◆ EXERCISE GOAL ◆
Copy each line of the material in which the word "small" appears.

----- MATERIAL SUPPLIED

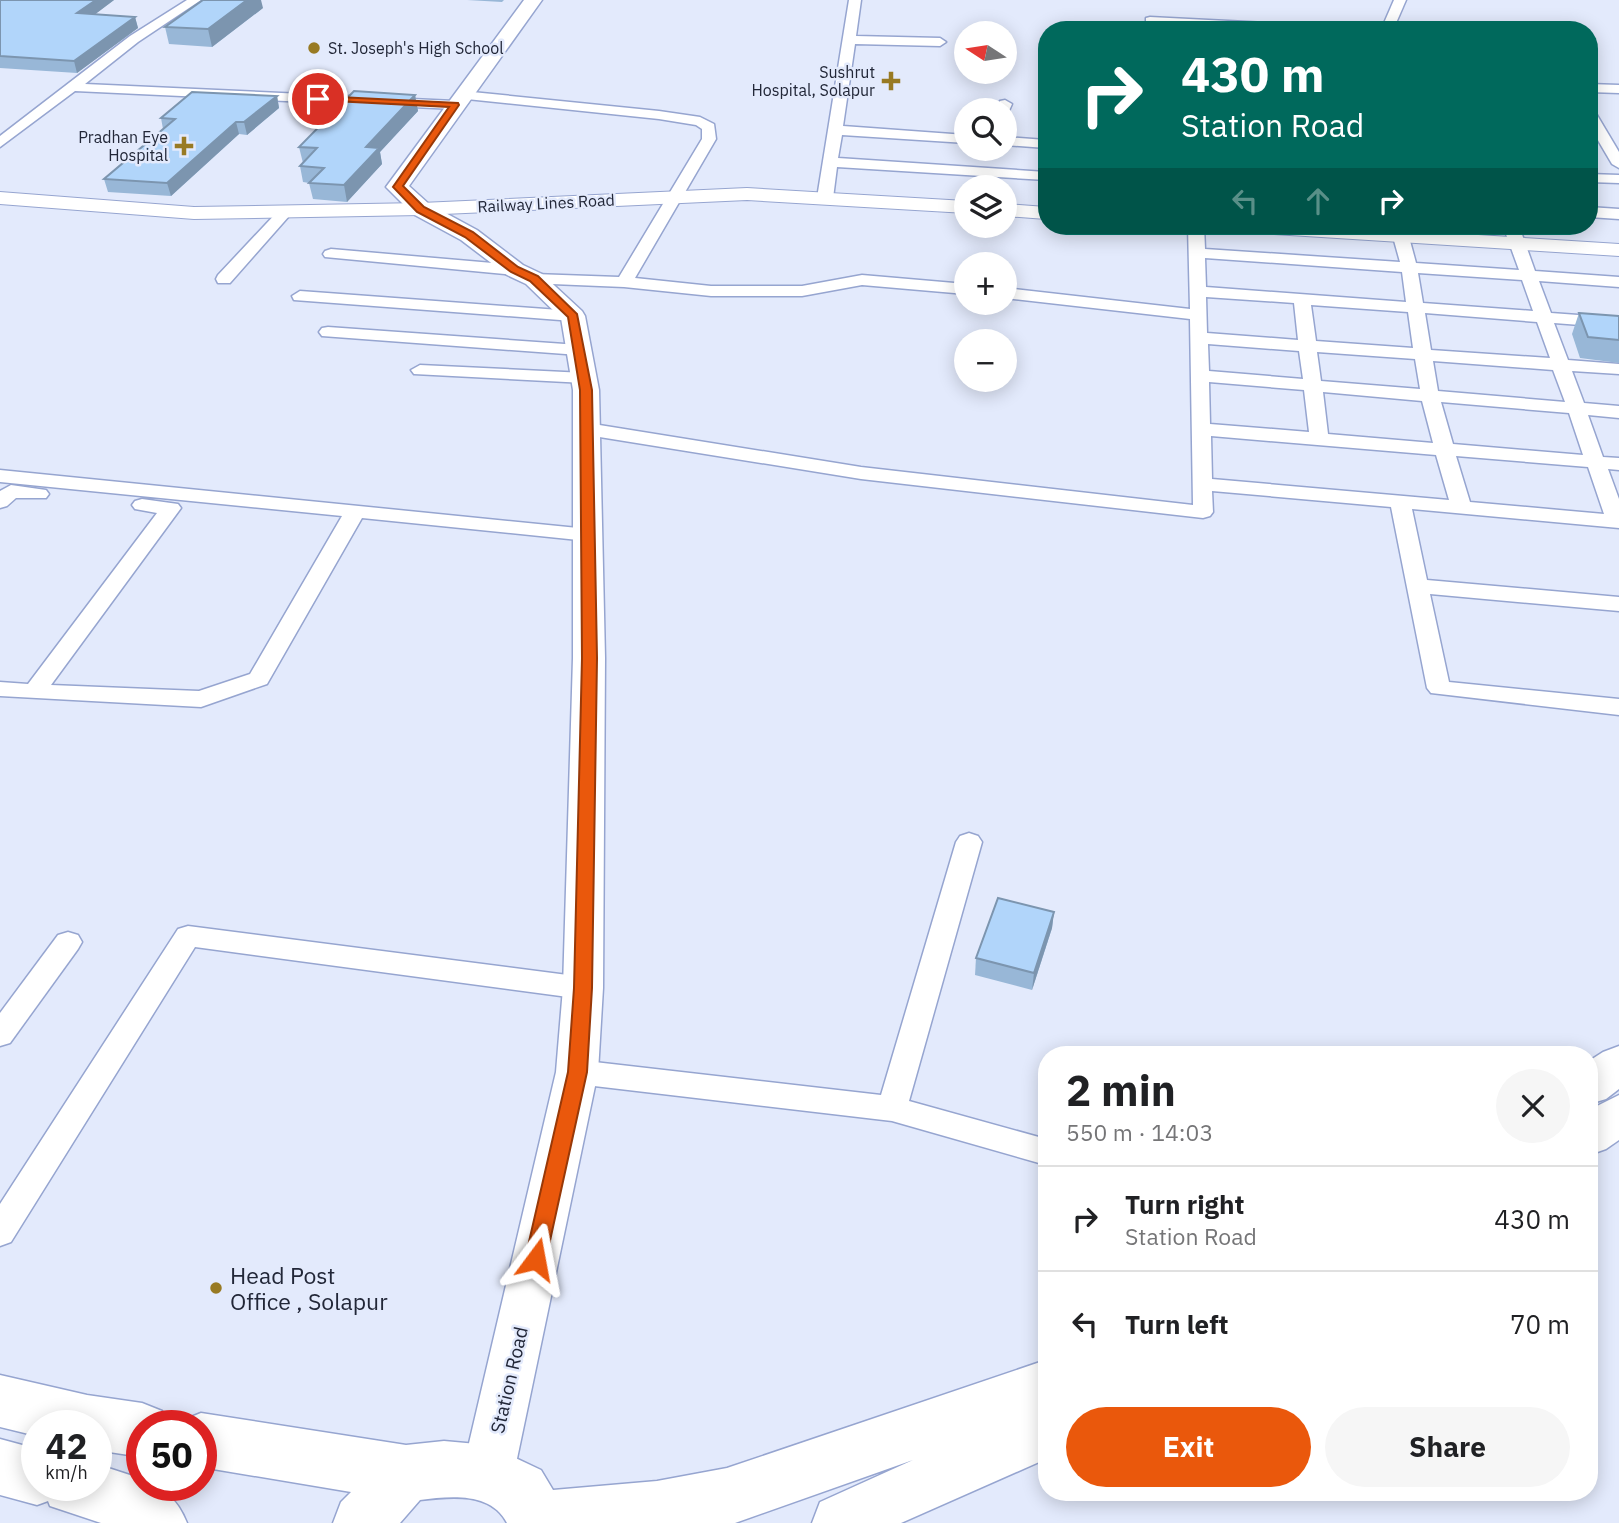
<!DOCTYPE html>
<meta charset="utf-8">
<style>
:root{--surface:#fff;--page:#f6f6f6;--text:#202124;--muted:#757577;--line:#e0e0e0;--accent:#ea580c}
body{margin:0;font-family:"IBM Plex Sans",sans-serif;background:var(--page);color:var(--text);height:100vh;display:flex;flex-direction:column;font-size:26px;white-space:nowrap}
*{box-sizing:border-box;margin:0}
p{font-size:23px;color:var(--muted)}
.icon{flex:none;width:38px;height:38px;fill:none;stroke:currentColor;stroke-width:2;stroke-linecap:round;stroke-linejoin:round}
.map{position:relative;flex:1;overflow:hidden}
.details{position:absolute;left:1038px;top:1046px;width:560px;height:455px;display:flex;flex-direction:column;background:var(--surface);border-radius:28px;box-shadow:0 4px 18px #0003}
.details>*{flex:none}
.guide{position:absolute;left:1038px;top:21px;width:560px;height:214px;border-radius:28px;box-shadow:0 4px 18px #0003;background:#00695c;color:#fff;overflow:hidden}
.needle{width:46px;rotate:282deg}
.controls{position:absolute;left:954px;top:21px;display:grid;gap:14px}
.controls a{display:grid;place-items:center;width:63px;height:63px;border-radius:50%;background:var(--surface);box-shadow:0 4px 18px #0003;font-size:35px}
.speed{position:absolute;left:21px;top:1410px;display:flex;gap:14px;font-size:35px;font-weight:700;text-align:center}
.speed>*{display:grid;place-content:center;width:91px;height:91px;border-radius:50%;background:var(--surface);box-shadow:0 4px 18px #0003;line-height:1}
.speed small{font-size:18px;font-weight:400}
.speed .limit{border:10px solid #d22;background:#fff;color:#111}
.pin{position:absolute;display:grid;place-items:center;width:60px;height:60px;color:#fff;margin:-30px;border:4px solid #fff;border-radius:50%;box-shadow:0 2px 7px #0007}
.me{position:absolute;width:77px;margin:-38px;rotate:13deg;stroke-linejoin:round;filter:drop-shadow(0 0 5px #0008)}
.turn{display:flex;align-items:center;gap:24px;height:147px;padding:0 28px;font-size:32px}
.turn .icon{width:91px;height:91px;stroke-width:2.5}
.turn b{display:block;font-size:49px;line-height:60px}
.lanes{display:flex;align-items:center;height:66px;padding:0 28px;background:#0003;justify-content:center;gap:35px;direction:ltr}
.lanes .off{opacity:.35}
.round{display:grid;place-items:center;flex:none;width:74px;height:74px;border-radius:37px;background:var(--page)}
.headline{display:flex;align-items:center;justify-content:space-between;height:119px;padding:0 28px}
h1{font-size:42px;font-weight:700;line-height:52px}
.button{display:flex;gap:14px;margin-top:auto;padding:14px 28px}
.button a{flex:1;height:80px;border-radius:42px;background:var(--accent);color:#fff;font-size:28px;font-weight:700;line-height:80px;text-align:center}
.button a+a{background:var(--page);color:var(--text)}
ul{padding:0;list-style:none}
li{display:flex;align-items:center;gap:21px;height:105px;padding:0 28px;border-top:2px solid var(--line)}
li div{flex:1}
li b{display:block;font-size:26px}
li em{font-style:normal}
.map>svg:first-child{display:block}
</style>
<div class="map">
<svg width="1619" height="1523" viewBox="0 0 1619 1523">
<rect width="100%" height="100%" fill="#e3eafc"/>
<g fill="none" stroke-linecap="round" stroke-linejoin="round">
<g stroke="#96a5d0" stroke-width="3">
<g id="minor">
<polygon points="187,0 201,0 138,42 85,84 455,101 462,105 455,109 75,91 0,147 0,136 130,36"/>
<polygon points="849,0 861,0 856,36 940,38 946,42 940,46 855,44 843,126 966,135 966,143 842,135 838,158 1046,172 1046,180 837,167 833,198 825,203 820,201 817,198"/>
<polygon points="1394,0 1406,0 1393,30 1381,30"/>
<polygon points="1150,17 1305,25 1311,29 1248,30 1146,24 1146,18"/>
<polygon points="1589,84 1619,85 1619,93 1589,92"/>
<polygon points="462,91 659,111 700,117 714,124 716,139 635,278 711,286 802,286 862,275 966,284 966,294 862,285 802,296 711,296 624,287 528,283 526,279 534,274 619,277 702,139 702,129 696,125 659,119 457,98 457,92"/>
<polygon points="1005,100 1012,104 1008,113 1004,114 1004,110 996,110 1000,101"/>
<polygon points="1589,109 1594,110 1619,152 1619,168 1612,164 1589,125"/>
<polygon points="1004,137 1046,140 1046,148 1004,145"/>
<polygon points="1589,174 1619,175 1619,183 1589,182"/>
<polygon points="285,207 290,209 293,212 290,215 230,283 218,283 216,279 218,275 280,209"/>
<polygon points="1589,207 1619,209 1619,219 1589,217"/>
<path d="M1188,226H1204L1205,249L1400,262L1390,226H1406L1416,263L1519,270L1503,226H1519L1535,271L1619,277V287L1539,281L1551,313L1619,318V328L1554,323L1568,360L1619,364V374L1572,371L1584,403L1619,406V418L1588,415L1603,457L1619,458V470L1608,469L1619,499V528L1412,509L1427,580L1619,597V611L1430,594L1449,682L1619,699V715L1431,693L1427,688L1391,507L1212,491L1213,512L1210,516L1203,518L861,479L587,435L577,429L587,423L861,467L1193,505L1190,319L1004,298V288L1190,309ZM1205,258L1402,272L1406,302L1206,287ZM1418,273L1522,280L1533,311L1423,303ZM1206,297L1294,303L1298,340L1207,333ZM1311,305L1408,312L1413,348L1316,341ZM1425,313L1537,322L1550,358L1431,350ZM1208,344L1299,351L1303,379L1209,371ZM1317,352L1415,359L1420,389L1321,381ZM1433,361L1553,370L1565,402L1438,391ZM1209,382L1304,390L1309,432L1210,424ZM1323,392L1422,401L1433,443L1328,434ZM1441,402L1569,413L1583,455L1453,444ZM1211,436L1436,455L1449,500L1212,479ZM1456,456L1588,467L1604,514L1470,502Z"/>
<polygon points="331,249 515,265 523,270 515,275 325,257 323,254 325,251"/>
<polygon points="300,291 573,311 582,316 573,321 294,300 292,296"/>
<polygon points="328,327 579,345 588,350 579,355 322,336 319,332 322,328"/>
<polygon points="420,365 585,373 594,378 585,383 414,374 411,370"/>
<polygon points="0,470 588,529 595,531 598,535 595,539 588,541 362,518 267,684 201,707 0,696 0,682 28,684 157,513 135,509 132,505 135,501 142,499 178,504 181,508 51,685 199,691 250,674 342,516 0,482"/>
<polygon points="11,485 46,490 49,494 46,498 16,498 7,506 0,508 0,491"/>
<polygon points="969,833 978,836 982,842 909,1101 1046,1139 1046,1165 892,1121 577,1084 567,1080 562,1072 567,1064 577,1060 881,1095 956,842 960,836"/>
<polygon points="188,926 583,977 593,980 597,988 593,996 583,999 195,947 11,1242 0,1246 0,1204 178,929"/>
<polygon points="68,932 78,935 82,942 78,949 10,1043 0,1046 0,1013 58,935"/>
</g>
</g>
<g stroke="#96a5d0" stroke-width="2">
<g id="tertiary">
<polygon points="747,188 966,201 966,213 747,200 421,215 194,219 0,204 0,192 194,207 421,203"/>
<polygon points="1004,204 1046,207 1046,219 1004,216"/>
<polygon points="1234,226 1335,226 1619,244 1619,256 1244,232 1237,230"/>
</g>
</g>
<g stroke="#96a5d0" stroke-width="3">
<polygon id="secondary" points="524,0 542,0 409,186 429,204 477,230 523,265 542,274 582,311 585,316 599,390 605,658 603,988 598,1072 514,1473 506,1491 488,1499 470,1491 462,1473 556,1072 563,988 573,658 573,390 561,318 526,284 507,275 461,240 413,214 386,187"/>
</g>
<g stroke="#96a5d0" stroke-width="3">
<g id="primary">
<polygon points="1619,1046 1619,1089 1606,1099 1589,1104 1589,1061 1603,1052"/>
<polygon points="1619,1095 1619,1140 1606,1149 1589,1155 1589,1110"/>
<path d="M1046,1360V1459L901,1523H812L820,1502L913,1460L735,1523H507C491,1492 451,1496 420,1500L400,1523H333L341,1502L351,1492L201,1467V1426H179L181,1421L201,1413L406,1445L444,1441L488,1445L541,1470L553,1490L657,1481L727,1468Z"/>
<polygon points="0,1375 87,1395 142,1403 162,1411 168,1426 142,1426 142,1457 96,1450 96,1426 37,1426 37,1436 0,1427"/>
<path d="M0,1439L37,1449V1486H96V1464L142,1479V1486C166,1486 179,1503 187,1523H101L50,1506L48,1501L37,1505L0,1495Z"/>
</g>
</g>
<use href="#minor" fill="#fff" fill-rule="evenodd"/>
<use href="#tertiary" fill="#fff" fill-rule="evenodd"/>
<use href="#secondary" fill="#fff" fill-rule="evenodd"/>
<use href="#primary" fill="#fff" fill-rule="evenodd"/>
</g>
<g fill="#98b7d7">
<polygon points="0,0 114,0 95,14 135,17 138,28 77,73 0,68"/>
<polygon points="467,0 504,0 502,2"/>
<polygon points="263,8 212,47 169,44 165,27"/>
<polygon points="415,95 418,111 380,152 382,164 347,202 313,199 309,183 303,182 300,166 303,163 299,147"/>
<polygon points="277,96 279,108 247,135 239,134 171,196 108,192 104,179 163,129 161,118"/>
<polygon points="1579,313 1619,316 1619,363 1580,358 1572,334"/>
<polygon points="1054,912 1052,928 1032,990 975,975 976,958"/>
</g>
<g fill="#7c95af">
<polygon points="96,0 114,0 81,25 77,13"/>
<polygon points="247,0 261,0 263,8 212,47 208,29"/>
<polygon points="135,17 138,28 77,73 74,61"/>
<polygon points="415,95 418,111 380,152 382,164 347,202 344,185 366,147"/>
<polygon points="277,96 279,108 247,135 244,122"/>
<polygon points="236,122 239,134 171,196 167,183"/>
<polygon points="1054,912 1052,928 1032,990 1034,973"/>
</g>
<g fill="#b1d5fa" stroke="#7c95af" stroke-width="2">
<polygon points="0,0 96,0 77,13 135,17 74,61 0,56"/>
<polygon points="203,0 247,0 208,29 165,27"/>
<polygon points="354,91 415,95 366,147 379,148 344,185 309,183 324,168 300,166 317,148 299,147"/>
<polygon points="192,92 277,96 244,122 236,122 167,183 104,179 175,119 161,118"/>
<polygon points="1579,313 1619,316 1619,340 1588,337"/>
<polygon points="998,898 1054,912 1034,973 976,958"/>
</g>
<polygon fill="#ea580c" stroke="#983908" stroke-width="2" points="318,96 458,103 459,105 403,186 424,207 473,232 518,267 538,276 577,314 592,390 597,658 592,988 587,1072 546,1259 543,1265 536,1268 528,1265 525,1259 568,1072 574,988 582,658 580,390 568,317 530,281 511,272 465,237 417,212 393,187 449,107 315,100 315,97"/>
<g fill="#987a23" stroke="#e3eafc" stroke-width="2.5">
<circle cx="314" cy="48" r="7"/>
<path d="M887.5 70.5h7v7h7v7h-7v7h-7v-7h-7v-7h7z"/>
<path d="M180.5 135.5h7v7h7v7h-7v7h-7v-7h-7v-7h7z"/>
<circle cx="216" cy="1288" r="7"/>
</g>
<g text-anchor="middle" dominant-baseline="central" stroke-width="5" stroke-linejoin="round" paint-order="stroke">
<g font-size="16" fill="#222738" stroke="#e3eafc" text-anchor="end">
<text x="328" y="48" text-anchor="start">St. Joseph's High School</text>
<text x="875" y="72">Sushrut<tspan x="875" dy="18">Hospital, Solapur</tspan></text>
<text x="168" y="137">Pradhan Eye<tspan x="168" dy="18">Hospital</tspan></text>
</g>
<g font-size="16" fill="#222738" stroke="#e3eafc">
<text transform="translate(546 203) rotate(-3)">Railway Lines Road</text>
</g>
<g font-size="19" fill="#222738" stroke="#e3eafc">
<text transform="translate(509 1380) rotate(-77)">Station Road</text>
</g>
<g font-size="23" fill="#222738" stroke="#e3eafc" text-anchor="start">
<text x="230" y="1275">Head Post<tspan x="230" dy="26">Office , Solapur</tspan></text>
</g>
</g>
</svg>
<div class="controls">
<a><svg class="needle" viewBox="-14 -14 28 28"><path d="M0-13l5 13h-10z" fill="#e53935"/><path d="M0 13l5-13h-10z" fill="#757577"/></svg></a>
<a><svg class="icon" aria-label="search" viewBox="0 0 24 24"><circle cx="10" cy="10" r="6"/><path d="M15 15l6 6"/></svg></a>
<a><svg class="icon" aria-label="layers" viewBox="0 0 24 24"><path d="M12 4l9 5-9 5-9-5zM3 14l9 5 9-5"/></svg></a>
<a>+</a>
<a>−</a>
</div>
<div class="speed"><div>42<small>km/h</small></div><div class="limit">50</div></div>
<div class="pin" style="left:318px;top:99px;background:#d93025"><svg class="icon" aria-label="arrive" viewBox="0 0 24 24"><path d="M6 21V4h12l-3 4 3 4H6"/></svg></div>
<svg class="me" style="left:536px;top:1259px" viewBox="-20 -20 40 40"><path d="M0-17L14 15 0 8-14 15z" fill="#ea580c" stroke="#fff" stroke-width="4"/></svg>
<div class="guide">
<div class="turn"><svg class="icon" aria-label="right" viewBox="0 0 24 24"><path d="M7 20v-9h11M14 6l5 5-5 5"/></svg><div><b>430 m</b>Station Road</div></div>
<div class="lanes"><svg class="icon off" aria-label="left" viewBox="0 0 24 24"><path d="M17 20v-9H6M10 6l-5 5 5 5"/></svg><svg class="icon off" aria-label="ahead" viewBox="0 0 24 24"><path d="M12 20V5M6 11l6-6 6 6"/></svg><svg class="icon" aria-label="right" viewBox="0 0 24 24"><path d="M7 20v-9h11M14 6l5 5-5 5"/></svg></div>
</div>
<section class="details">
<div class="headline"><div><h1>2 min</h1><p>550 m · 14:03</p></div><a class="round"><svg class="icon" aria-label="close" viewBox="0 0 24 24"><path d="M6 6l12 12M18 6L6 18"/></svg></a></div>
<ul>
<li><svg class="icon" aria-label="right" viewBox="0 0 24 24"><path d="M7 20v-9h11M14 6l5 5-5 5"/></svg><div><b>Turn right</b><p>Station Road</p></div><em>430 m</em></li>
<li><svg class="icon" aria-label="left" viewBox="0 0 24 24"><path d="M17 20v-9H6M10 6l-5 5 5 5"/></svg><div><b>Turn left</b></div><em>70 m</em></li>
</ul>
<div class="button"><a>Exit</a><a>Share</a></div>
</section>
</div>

----------

◆ SOLUTION TO THE EXERCISE ◆
.speed small{font-size:18px;font-weight:400}
<div class="speed"><div>42<small>km/h</small></div><div class="limit">50</div></div>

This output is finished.